Outcomes relevant to COCs include intermediate physiologic measures directly associated with the risk of cardiovascular disease (eg, high blood pressure) to measures of functioning directly impacted by SUD (eg, employment). For example, the Substance Abuse and Mental Health Services Administration has implemented the National Outcome Measures initiative, which includes outcome measures such as abstinence from alcohol or drug use.27 Patient satisfaction for care for COCs is also important and is linked to improved treatment adherence and fewer hospitalisations.28

Outcomes are desirable because they represent the “bottom line”—whether patients are doing better or worse. However, changes in outcomes are challenging to interpret because of the many factors such as health behaviours and socioeconomic status that are outside the healthcare system can influence health outcomes. Outcome measures are especially problematic if used to allocate payment, as this creates incentives for providers to “cherry-pick” patients. Although risk adjustment attempts to mitigate this concern, most risk adjustment algorithms are inadequate and explain <30% of the outcome variance.29 Some clinical outcome measures may also be difficult to define because they imply improvement across different conditions, yet in many cases, only one condition may improve. Moreover, one may observe improvement in one condition, but a decline in another, which may cancel each other out and lead to a distortion of quality.

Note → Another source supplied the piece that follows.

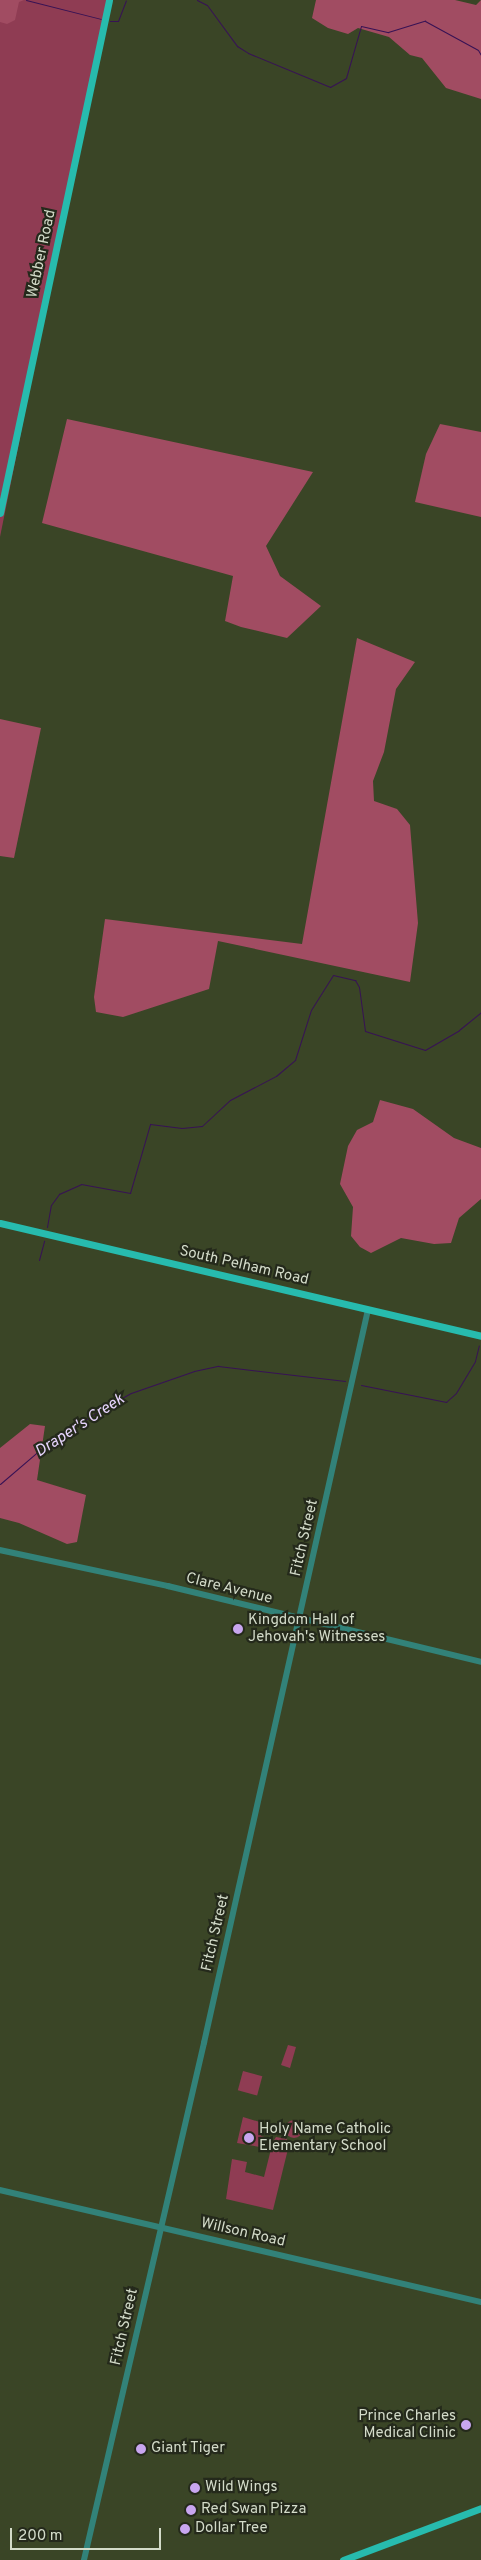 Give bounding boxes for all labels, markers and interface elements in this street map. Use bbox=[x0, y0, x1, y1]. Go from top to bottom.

Quality improvement: who is accountable?

Table 1 includes measures that are potentially useful for assessing the quality of care for COCs in persons with MHDs. However, few existing measures directly assess care for COCs specifically among persons with MHDs. A 2003 review of 300 process measures of MHD and SUD care found <3% assessed care for co-occurring MHDs and SUDs and <1% assessed medical care for individuals with MHDs.30 A unique concern in managing COCs is that quality is dependent on care received across different treatment providers.1 The primary site of care for persons with MHDs is often the mental health facility,13 in part because these patients feel more comfortable in this setting. Few incentives exist to promote quality of GMC and SUD care for MHDs. Available measures do not describe who is accountable for relevant care, especially for GMCs. The situation is further complicated given the metabolic risk factors emerging from the use of atypical antipsychotics in MHDs.

To improve the set of quality measures for COCs in MHDs, we propose as an initial step guidelines for which providers are accountable for what services or procedures. Accountability is defined as knowing who is responsible for the delivery of which service and thus where to target monitoring and accreditation.25 But what are the reasonable delineations of accountability for COCs?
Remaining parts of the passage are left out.